New Vico Studies
- Discipline: History of philosophy
- Language: English
- Edited by: Donald Phillip Verene

Publication details
- History: 1983–2010
- Publisher: Philosophy Documentation Center (United States)
- Frequency: Annual

Standard abbreviations
- ISO 4: New Vico Stud.

Indexing
- ISSN: 0733-9542 (print) 2153-8255 (web)
- OCLC no.: 8675347

Links
- Journal homepage; Online access;

= New Vico Studies =

New Vico Studies was a peer-reviewed academic journal that examined current scholarship on the Italian philosopher Giambattista Vico. It was published annually in print and electronic formats by the Philosophy Documentation Center, in cooperation with the Institute for Vico Studies at Emory University.
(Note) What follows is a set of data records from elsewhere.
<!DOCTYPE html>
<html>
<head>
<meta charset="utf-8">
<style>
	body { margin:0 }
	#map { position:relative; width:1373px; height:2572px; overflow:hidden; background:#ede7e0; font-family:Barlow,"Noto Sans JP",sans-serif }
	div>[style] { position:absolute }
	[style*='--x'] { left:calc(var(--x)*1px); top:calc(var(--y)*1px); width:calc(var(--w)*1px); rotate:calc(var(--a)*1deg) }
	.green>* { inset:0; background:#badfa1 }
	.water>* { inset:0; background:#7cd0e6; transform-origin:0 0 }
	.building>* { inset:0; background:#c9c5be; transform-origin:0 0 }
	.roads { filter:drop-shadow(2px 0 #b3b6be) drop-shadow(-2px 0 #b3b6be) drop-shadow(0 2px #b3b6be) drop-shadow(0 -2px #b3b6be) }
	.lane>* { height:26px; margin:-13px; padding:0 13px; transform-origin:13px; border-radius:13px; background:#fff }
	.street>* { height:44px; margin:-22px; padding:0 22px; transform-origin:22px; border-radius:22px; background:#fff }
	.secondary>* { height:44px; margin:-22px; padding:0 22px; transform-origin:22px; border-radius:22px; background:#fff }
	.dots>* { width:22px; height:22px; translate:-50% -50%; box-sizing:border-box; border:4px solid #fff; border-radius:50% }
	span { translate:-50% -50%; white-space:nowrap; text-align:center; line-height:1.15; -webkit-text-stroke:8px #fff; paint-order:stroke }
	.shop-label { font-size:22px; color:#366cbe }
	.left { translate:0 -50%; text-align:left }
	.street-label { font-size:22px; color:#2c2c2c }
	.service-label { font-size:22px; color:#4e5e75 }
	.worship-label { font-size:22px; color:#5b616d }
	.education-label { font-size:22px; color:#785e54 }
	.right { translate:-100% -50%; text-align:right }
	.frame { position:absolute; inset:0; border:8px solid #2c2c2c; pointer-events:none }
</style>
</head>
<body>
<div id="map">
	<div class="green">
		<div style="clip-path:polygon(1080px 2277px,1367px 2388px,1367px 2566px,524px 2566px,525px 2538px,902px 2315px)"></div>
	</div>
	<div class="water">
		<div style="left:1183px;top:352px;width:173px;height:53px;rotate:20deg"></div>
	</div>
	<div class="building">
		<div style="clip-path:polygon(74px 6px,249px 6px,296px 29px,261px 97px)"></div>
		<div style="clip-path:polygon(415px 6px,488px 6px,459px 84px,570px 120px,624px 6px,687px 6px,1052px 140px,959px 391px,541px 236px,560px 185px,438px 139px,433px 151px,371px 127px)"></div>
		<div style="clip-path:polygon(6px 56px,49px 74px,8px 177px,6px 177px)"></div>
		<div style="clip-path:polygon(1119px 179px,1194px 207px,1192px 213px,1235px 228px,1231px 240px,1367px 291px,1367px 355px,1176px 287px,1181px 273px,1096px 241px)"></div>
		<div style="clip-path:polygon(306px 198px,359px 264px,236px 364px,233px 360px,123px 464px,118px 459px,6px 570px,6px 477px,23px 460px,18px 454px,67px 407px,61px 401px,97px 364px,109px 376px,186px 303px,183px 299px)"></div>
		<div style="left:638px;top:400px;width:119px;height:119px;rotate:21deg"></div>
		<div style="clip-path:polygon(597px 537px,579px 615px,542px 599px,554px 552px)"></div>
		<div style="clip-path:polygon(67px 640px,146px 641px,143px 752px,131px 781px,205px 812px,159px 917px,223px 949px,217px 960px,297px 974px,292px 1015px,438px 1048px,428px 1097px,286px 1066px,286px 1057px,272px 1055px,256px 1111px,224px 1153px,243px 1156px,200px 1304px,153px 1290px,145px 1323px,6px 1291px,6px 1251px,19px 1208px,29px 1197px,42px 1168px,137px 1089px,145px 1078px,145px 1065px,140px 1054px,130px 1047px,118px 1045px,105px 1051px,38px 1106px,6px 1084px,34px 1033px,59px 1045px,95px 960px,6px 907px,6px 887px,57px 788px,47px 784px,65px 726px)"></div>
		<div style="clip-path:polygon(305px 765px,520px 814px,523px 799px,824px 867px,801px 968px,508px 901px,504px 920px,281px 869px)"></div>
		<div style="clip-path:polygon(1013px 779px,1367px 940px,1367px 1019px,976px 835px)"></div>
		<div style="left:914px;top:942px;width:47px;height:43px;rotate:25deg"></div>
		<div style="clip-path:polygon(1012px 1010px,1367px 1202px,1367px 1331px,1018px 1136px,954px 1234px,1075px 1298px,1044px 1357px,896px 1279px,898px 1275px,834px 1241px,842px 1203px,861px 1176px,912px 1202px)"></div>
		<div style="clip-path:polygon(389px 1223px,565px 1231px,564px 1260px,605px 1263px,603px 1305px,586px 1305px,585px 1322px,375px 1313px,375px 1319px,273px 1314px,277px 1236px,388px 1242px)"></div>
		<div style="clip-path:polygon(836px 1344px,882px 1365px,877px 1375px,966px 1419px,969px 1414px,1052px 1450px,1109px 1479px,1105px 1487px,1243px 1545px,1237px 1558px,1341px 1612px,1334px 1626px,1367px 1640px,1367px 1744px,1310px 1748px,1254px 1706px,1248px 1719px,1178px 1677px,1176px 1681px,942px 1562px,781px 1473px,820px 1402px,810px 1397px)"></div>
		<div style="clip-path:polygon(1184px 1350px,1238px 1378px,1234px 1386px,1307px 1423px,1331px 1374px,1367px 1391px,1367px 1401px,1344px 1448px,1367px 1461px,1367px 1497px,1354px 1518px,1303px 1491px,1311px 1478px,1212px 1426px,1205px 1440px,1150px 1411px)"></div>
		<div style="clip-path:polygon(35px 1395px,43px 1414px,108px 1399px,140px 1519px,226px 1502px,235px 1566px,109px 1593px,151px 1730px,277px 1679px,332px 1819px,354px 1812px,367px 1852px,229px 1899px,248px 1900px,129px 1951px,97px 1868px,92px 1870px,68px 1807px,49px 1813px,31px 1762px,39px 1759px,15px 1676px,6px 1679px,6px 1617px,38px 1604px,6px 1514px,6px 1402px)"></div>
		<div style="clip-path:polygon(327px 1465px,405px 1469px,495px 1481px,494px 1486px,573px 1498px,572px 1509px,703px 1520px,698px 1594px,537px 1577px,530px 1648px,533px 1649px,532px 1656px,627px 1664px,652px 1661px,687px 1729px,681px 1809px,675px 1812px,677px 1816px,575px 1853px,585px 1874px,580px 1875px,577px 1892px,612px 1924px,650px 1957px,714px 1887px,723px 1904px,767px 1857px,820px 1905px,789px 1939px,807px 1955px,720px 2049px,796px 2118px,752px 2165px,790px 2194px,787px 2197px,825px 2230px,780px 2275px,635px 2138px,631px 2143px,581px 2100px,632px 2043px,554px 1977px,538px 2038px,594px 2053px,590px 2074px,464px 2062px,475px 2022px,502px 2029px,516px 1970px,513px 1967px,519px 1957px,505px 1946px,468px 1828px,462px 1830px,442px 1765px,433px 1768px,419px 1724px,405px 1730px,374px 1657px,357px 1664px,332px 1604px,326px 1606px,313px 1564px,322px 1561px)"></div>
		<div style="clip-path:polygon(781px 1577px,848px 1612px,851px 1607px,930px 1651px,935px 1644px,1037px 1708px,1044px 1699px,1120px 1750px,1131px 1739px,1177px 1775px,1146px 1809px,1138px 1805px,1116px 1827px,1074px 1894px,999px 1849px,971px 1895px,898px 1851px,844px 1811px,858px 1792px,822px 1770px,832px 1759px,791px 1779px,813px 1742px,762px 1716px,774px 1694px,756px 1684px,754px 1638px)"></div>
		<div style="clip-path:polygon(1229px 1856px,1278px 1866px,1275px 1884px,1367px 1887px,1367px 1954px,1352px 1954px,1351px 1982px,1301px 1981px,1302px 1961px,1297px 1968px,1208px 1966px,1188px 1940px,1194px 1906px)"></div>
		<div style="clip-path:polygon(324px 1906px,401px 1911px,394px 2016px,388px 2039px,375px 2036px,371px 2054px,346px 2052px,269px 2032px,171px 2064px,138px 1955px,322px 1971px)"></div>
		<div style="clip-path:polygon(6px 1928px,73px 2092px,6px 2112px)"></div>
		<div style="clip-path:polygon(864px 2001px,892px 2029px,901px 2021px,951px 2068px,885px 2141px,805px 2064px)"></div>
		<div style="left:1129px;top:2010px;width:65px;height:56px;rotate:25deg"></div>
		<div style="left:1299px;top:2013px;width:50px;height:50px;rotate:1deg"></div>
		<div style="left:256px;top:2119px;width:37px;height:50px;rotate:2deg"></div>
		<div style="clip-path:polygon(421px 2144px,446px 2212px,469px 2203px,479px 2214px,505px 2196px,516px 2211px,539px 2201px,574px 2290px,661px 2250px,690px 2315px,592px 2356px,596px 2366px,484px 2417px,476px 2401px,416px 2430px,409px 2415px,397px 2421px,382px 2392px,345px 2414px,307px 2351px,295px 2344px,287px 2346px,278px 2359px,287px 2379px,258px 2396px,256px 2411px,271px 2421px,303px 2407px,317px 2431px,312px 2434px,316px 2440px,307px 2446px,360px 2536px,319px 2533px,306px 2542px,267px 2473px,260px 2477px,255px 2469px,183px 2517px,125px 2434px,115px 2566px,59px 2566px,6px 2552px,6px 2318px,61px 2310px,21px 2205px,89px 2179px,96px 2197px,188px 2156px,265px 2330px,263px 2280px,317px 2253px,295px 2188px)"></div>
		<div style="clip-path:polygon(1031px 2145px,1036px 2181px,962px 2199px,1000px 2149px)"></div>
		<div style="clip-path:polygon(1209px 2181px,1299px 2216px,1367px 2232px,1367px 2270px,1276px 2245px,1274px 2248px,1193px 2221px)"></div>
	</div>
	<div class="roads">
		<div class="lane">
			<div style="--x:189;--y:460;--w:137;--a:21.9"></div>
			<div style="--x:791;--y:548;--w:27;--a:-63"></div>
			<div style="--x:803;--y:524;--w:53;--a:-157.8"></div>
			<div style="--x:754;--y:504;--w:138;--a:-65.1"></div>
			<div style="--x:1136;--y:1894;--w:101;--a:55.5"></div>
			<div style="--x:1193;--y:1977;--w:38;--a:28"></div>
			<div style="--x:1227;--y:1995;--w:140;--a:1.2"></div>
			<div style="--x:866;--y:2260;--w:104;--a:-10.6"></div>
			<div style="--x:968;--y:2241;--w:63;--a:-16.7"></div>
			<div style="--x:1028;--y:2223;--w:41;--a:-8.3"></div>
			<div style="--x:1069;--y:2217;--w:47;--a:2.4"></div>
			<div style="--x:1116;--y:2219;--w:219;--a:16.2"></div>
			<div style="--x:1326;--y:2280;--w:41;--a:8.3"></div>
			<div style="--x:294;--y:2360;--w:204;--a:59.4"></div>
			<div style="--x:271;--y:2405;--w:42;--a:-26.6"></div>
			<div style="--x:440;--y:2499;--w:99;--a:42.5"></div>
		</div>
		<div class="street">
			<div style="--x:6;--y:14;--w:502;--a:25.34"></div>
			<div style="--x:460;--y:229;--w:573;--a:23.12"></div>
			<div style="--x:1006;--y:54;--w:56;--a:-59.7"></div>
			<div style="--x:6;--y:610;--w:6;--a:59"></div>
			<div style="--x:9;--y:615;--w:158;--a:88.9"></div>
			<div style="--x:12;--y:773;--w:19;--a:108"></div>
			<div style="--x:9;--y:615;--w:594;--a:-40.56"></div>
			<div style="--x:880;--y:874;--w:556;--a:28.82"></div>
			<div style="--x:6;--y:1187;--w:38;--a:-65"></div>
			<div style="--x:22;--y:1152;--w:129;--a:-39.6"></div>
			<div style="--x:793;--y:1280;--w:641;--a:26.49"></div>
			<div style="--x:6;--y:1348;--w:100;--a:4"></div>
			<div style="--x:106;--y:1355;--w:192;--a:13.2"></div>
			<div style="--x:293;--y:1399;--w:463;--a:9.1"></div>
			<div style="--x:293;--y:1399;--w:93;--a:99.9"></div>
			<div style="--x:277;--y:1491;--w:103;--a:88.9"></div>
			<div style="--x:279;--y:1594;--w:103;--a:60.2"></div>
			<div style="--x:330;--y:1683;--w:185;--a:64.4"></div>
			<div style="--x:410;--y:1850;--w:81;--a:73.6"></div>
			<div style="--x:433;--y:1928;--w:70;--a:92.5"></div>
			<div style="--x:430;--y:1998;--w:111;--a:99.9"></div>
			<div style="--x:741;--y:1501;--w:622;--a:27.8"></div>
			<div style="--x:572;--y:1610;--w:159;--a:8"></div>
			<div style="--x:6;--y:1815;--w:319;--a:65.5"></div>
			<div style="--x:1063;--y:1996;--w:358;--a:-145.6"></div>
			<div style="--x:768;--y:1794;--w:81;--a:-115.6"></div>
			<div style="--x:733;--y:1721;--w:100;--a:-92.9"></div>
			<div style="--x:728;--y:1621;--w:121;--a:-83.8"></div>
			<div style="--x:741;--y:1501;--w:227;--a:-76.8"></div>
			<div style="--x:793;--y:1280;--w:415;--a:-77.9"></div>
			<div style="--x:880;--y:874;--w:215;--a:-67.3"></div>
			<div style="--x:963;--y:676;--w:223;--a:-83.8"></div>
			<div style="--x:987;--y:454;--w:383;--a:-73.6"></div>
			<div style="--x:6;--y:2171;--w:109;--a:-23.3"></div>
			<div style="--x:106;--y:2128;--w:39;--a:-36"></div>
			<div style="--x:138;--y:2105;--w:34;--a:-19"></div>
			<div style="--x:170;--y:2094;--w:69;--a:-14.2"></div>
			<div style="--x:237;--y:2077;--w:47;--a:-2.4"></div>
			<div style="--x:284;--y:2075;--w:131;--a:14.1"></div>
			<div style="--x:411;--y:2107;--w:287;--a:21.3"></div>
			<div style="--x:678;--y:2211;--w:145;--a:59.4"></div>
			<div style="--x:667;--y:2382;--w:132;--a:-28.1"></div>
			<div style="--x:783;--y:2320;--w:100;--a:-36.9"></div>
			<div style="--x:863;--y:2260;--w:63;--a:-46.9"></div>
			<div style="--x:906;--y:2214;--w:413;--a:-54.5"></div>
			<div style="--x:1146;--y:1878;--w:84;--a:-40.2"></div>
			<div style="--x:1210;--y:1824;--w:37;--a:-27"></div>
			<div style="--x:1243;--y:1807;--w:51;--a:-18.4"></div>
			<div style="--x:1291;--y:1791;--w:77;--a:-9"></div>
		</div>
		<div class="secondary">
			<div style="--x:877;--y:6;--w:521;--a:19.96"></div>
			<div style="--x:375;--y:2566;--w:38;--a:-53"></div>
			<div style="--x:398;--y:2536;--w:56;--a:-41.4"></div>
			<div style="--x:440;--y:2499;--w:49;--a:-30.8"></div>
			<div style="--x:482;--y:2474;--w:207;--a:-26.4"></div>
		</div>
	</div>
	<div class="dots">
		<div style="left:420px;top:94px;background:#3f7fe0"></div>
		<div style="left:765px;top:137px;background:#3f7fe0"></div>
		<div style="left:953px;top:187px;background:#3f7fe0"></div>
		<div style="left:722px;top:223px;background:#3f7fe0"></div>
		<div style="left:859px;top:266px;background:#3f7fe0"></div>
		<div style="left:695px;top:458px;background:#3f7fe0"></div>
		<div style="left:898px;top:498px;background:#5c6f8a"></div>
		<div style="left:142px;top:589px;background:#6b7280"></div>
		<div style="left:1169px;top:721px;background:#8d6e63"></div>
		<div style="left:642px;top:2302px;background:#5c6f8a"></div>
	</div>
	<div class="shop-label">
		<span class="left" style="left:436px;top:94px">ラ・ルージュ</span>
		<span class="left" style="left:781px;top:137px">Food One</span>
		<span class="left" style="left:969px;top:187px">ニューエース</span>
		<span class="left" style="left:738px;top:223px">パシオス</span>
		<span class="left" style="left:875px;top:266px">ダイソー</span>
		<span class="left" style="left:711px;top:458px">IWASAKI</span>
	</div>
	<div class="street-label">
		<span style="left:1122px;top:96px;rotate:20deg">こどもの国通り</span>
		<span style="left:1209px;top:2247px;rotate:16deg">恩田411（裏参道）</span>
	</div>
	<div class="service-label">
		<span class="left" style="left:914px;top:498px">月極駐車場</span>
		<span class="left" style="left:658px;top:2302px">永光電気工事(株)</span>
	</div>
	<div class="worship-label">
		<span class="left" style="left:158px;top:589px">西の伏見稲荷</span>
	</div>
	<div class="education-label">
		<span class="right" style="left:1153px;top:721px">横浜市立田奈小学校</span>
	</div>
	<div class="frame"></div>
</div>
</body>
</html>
Established in 1983, it ceased publication of new issues in 2010 with the completion of Volume 27 (2009).

==Indexing==
New Vico Studies is abstracted and indexed in Academic Search Premier, Current Abstracts, Expanded Academic ASAP, Index, Index Philosophicus, Index to Social Sciences & Humanities Proceedings, InfoTrac OneFile, International Bibliography of Periodical Literature (IBZ), International Bibliography of Book Reviews of Scholarly Literature (IBR), MLA International Bibliography, Periodical Index Online, Philosopher's Index, Philosophy Research Index, Reference and Research Book News, Russian Academy of Sciences Bibliographies, and TOC Premier.